Square in your ship’s path are Sirens, crying
Beauty to bewitch men coasting by;
Woe to the innocent who hears that sound!
He will not see his lady nor his children
In joy, crowding about him, home from sea;
The Sirens will sing his mind away
On the sweet meadow lolling. There are bones
Of dead men rotting in a pile beside them
And flayed skins shrivel around the spot.
Steer wide;
Keep well to seaward; plug your oarsmen’s ears
With beeswax kneaded soft; none of the rest
Should hear that song.
But if you wish to listen,
Let the men tie you in the lugger, hand
And foot, back to the mast, lashed to the mast,
So you may hear those harpies’ thrilling voices;
Shout as you will, begging to be untied,
Your crew must only twist some more line around you
And keep their stroke up, till the singers fade.1
Directed By The Principle Of Love: Odysseus Strapped To The Mast
All of our senses are involved in this image; we smell the salt air; we touch the coarse rope binding our arms and legs; we see the separation in the distance between us and our desires; we strain to hear what is being offered in song; we taste our anguished words as we scream to be released. All of this, of course, is experienced as suffering. Odysseus is able to withstand this suffering because he has embraced two great principles.
The first principle is grace. By this I mean the profound sense of peace that we experience as an epiphany when we are forced to drop all stories about ourselves and are left in the ineffable beauty and radiance of our natural state. Odysseus possesses grace as heart wisdom in knowing that the gods support his safe passage. This is the meaning of Circe’s line, “a God will arm your mind.”
It is, after all, the goddess Circe who warns Odysseus about the Sirens in the above passage. It is she who pledges her aid, telling Odysseus how to safely navigate past the danger. But beyond the “how-to’s” of the mechanics, I think Odysseus feels loved and protected, and is filled with a dynamic communion with the Gods. This is what I feel as I consider this story as if it were my personal dream.
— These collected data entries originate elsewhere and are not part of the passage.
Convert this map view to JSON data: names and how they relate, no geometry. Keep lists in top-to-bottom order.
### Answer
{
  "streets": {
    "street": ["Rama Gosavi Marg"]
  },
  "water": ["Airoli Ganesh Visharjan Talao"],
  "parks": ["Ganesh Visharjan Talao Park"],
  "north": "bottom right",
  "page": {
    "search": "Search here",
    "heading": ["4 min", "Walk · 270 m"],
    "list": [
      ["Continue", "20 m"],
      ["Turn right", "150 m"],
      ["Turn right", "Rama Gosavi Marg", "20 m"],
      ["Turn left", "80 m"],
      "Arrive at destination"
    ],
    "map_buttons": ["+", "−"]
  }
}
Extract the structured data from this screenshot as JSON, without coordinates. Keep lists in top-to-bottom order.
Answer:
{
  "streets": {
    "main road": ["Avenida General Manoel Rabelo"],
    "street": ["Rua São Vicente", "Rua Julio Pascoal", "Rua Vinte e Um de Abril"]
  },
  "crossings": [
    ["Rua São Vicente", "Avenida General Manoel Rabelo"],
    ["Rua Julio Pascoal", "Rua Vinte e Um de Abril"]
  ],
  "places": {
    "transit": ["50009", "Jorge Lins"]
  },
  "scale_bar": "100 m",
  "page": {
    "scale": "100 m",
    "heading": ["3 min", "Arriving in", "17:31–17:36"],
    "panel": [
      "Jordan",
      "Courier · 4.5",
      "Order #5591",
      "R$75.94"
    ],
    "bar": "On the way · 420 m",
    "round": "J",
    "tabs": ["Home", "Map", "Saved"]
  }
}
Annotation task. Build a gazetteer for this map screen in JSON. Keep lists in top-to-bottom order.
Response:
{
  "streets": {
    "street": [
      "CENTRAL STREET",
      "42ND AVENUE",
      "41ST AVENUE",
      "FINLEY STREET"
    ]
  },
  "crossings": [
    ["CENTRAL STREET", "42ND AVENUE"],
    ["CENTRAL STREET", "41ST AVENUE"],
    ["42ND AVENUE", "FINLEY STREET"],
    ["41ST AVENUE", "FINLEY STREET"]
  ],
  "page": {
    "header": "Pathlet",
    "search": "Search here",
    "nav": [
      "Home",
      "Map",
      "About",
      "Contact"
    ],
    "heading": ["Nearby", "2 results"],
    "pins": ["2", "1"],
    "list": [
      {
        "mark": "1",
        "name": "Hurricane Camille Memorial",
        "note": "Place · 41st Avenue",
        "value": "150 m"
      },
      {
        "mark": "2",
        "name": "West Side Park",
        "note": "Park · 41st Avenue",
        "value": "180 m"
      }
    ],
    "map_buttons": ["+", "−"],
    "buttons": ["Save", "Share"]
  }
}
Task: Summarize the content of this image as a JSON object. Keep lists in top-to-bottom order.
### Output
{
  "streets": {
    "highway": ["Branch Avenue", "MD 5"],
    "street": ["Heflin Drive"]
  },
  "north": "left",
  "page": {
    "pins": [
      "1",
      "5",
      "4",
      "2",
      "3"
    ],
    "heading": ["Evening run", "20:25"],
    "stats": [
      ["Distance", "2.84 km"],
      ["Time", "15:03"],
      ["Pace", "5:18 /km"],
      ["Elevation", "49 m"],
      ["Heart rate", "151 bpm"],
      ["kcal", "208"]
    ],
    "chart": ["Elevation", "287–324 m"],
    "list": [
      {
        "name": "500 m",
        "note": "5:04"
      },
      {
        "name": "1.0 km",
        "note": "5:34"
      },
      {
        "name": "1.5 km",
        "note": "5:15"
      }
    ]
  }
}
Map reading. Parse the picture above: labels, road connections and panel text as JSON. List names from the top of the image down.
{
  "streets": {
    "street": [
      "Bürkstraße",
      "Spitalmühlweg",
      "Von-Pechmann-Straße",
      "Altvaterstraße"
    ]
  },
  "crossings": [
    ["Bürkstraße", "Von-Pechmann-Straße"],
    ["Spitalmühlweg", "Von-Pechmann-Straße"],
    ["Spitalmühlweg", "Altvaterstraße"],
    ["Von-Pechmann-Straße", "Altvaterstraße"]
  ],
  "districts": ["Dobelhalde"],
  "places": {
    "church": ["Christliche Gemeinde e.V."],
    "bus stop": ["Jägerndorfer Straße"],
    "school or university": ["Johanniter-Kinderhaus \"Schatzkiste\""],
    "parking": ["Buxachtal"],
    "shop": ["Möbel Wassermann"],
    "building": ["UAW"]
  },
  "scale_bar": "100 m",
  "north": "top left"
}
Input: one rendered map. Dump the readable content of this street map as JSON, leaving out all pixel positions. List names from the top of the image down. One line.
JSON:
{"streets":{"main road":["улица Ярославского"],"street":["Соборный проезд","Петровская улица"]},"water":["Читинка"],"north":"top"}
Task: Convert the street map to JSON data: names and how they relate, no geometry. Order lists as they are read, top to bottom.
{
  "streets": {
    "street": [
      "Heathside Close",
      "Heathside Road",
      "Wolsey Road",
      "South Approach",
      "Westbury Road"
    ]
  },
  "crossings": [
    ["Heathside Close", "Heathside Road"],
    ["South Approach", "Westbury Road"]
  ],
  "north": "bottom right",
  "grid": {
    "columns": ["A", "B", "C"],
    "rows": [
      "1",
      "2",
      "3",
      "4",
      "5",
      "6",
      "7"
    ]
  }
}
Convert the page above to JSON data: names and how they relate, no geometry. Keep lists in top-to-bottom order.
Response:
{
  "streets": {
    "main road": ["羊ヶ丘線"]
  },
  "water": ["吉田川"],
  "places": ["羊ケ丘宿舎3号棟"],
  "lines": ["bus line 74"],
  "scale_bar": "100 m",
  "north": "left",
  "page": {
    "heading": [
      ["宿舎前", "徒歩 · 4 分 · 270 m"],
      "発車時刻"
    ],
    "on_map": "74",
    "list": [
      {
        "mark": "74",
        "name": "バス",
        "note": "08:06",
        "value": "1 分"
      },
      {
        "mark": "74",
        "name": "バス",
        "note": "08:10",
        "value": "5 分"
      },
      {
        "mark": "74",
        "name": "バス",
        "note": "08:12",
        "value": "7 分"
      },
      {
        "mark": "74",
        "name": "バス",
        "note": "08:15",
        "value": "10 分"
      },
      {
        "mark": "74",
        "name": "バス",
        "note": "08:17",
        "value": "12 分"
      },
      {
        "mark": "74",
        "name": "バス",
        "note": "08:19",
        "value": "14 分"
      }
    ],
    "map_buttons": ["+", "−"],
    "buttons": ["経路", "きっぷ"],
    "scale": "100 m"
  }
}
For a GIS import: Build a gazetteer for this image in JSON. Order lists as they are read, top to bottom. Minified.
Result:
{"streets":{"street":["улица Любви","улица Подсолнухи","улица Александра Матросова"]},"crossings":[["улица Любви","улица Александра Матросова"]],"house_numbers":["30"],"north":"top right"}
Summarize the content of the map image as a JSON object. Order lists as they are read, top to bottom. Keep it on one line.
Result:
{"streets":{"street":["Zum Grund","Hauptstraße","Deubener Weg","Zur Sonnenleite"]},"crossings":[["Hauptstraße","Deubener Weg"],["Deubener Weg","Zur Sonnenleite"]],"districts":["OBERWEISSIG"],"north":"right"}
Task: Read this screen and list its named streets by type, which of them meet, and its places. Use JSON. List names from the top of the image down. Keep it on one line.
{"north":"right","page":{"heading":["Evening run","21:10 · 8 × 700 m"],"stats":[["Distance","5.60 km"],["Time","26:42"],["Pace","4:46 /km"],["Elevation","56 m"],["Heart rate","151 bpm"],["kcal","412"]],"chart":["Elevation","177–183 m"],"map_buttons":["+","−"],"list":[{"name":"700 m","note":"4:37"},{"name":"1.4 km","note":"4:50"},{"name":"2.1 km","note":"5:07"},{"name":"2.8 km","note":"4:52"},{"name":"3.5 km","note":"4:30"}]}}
The second principle is Love. Odysseus, throughout the entire Odyssey, has the abiding intention to return home to his wife and son. In this most divine and also most human potential for transformation, Odysseus can cut though all distractions from his purpose and summon the strength of heart to “weather many bitter nights and days in his deep heart at sea” in order to fulfill his destiny. He is a living demonstration of the power of Love to overcome any obstacle and return home. For me the wonderful thing about what Homer has written is that he brings in the image I was so taken by when I first read Plato; by abiding in his heart and mastering physical world reality Odysseus is able to “return to his native star.”
From the perspective of the inner journey towards wholeness and individuation, and in learning to love more deeply, the mast represents the great dilemma we each face. The tension of this dilemma takes place while Odysseus is strapped to the horizontal and vertical planes. One might say that the horizontal axis (the boat, the water) represent the goal line of one’s life- the ordinary details of living, and that the mast represents the vertical axis, the “spiritual” aspect of our being. To be bound to this crossing point, this convergence of the physical and the spiritual is the actual condition most of us find ourselves in as we begin to naturally expand our concept of Self. “The physical situation itself,” write Martha Heyneman, “and Odysseus’ agonized pleadings to his men to release him… communicate to the body and emotions what the actual experience of the spiritual effort to remember oneself- to cleave to the vertical- in the midst of life (at least in the early stages of the Way) is like, as no abstract diagram or set of instructions could.” 2
The mast is Odysseus’ way of grounding himself to life. Masts are made from massive tree trunks. Trees have roots in the ground. They function to feed themselves down in the dark through nutrients in the soil and the groundwater that soil holds. Trees also reach skyward with their leaves to soak up sunlight. So by strapping to the mast, to the life force in trees, Odysseus is binding himself to the complete nourishment of life. By being connected to what nurtures all of life, Odysseus’ life is protected.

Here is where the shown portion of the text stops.